Task description: Each entry should be returned exactly as written, with no pictures carried over.

Material shown:

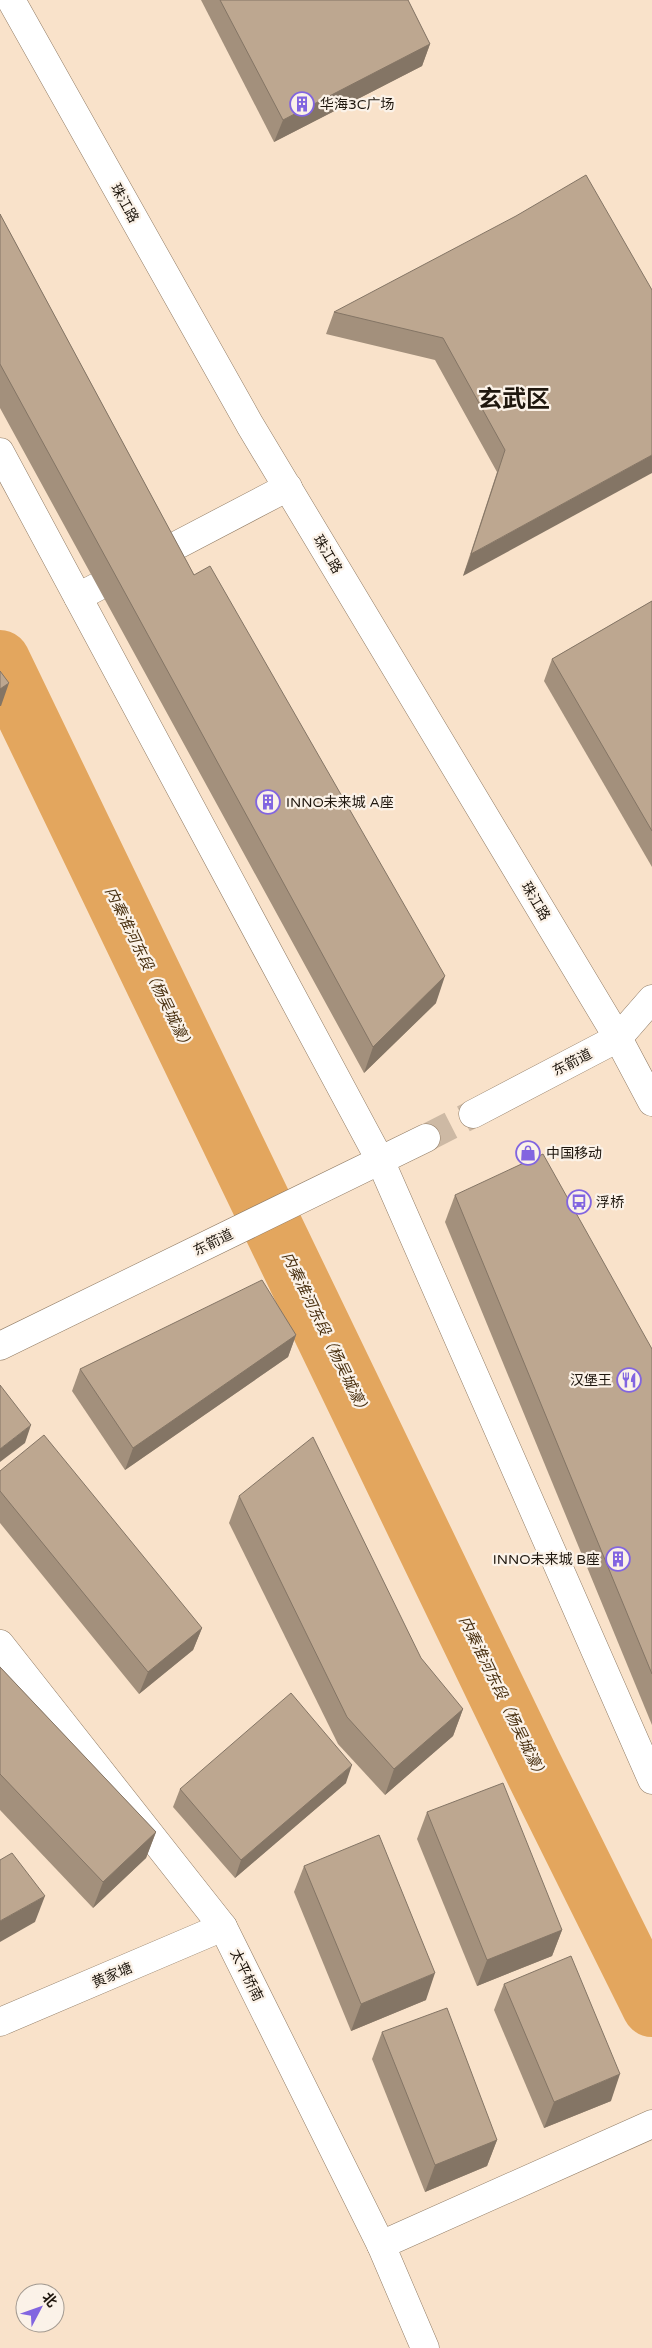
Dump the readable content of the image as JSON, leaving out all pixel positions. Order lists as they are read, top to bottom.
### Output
{
  "streets": {
    "street": [
      "珠江路",
      "东箭道",
      "黄家塘",
      "太平桥南"
    ]
  },
  "crossings": [
    ["珠江路", "东箭道"],
    ["黄家塘", "太平桥南"]
  ],
  "districts": ["玄武区"],
  "water": ["内秦淮河东段（杨吴城濠）"],
  "places": {
    "building": ["华海3C广场", "INNO未来城 A座", "INNO未来城 B座"],
    "shop": ["中国移动"],
    "bus stop": ["浮桥"],
    "restaurant": ["汉堡王"]
  },
  "north": "top right"
}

Exercise solution:
Dump the readable content of the image as JSON, leaving out all pixel positions. Order lists as they are read, top to bottom.
### Output
{
  "streets": {
    "street": [
      "珠江路",
      "东箭道",
      "黄家塘",
      "太平桥南"
    ]
  },
  "crossings": [
    ["珠江路", "东箭道"],
    ["黄家塘", "太平桥南"]
  ],
  "districts": ["玄武区"],
  "water": ["内秦淮河东段（杨吴城濠）"],
  "places": {
    "building": ["华海3C广场", "INNO未来城 A座", "INNO未来城 B座"],
    "shop": ["中国移动"],
    "bus stop": ["浮桥"],
    "restaurant": ["汉堡王"]
  },
  "north": "top right"
}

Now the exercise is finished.